(Task description):
Your answer should hold each line of the material that contains the word "compass".

(Data for this task):
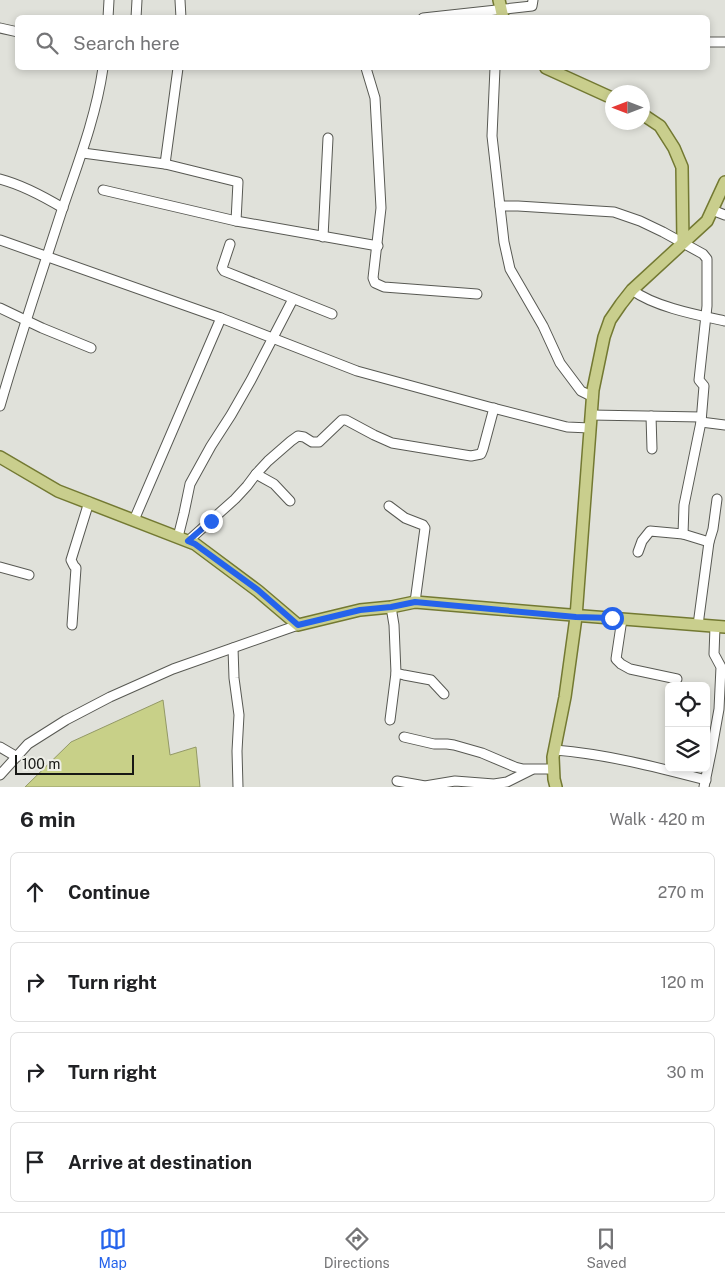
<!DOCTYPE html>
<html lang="en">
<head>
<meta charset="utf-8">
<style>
	:root { --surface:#fff; --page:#f2f2f2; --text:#202124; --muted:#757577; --line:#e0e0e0; --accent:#2563eb }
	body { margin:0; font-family:"Public Sans",sans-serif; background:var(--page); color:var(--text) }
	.controls { position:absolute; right:15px; bottom:15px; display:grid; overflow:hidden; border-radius:8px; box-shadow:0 2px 8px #0003 }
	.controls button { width:45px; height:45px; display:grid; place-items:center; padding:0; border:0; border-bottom:1px solid var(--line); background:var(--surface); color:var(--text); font:25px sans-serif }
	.compass { position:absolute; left:605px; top:85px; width:45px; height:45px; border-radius:50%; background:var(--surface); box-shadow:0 2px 8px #0003; rotate:270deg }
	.scale { position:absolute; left:15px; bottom:12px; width:119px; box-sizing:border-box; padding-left:5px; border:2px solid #171815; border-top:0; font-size:14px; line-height:18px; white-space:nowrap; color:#171815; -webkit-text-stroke:4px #edeee7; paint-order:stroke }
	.stop { position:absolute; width:15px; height:15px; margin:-11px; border:4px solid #2563eb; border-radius:50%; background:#fff }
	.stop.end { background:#2563eb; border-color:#fff; box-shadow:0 1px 5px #0008 }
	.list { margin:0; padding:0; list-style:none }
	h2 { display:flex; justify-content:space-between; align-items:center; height:65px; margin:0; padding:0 20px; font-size:21px }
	h2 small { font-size:16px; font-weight:400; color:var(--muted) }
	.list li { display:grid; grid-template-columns:32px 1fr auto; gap:15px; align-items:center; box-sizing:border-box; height:80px; margin:0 10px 10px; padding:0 10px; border:1px solid var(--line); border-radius:8px }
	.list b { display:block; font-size:19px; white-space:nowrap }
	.list em { font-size:16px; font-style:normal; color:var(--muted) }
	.icon { flex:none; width:28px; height:28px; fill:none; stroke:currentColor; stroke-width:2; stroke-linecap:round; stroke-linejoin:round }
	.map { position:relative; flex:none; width:725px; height:787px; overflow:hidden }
	.search { position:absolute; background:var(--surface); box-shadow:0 2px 8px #0003; left:15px; right:15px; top:15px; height:55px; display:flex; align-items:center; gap:12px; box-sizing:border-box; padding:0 18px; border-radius:8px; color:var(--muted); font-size:19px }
	.sheet { height:425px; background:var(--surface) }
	nav { display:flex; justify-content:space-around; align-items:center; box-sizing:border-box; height:70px; border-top:1px solid var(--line); background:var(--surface); font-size:14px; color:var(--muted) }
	nav a { display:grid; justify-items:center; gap:2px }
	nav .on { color:var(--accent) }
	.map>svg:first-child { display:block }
</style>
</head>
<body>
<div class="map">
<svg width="725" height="787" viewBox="0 0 725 787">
	<rect width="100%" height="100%" fill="#e0e1da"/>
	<polygon fill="#c8d088" stroke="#939966" points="163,700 170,755 196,747 200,787 25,787 71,742"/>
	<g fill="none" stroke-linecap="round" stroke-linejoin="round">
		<g stroke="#585953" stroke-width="11">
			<g id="minor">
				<polyline points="180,0 181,18"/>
				<polyline points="108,18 109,0"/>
				<polyline points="136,18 137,0"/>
				<polyline points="423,18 532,6 533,0"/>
				<polyline points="0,28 18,32"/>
				<polyline points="708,42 725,42"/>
				<polyline points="366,68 375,98 381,208 373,278 375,283 384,287 477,294"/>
				<polyline points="495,68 492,136 504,242 510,269 543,326 560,363 581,391 593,397"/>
				<polyline points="83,153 165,164 178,68"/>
				<polyline points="165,164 238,182 236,221"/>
				<path d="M0 179C23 185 43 196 63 208"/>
				<polyline points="103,190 236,221 378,246"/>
				<polyline points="500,206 518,206 614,212 640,221 663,232 703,254 707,259 707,306 699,380 704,386 701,422 684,505 683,534"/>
				<polyline points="712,210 725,215"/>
				<polyline points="323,237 328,138"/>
				<polyline points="0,240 221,318 357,371 489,407 567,427 590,428"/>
				<polyline points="230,244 222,268 224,271 332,314"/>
				<path d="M632 290C655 307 697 315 725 321"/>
				<polyline points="0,308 42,328 91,348"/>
				<path d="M0 406C19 340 41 275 62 210 78 163 96 117 103 68"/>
				<polyline points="591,415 701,417"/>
				<polyline points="651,416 652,449"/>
				<polyline points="701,422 725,425"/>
				<polyline points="256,474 274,484 290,501"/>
				<polyline points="389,506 405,518 423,525 425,528 415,602"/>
				<polyline points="134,520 221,318"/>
				<polyline points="178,537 184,513 190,484 211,446 231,415 251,380 293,299"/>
				<polyline points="188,541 235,499 247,486 256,474 268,461 291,441 298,436 304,437 312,442 319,442 342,420 346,420 374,435 392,443 471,456 481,454 483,449 494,408"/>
				<polyline points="638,552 642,541 650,531 683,534 709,542"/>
				<polyline points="0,567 29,575"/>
				<polyline points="391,607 394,625 396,673 404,675 431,680 444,694"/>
				<polyline points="622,619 616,659 621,664 630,669 677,679"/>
				<polyline points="72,625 76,568 74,566 71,560 89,502"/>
				<polyline points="698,625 709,542 713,529 717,499"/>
				<polyline points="233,648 234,678 239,715 237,751 238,787"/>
				<polyline points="390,720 396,673"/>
				<polyline points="404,737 434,744 447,744 454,745 482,753 515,767 523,769 553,769"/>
				<polyline points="0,747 17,757"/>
				<path d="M555 750C606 754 656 767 706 780"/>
				<polyline points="0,775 28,744 66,720 110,697 173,669 298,625"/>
				<polyline points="397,781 425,786 455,781 494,784 507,782 531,770"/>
				<polyline points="704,787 712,748 719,709 721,667 714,654 715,627"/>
			</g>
		</g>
		<g stroke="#737932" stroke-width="14">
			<g id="major">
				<polyline points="499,0 503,18"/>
				<polyline points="546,68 612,98"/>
				<polyline points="642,114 660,126 674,148 682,167 683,243"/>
				<path d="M0 457 58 491 195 544 258 591 298 625 360 610 391 607 415 602C518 611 622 619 725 627"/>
				<polyline points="556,787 554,779 553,757 565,697 576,617 593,390 604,337 610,320 621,304 632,290 707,221 725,182"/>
			</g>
		</g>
		<use href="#minor" stroke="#fff" stroke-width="9"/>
		<use href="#major" stroke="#c9ce8d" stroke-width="11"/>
	</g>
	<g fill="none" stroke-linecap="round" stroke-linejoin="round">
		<polyline stroke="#2563eb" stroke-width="6" points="211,521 188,541 195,544 258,590 298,625 360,610 391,607 415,602 576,617 612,618"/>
	</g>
</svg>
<div class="controls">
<button><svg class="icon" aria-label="locate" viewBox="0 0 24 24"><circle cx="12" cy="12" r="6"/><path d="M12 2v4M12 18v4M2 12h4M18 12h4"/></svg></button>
<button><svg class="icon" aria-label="layers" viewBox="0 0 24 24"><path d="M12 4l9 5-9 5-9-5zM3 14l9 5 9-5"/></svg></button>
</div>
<svg class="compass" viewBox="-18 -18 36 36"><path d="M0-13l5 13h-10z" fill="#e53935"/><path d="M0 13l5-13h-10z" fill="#757577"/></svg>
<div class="scale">100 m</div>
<div class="stop" style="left:612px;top:618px"></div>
<div class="stop end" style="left:211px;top:521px"></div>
<div class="search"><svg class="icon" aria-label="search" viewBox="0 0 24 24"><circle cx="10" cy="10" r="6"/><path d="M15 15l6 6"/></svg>Search here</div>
</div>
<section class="sheet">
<h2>6 min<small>Walk · 420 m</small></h2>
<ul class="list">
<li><svg class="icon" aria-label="ahead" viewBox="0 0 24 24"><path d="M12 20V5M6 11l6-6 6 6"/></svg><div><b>Continue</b></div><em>270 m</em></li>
<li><svg class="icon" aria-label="right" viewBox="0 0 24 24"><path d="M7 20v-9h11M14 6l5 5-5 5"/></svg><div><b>Turn right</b></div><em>120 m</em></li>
<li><svg class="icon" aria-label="right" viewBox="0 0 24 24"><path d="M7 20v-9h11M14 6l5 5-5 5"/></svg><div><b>Turn right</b></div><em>30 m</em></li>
<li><svg class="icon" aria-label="arrive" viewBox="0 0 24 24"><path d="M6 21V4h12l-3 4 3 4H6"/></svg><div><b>Arrive at destination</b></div></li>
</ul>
</section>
<nav>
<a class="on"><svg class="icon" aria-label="map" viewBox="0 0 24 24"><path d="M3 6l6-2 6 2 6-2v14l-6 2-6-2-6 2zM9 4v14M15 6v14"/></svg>Map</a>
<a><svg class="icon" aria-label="directions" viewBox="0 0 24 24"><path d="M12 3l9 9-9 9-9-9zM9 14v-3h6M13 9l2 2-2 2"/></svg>Directions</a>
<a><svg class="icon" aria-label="saved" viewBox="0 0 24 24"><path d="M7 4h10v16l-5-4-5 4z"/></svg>Saved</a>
</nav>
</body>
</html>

(Task answer):
	.compass { position:absolute; left:605px; top:85px; width:45px; height:45px; border-radius:50%; background:var(--surface); box-shadow:0 2px 8px #0003; rotate:270deg }
<svg class="compass" viewBox="-18 -18 36 36"><path d="M0-13l5 13h-10z" fill="#e53935"/><path d="M0 13l5-13h-10z" fill="#757577"/></svg>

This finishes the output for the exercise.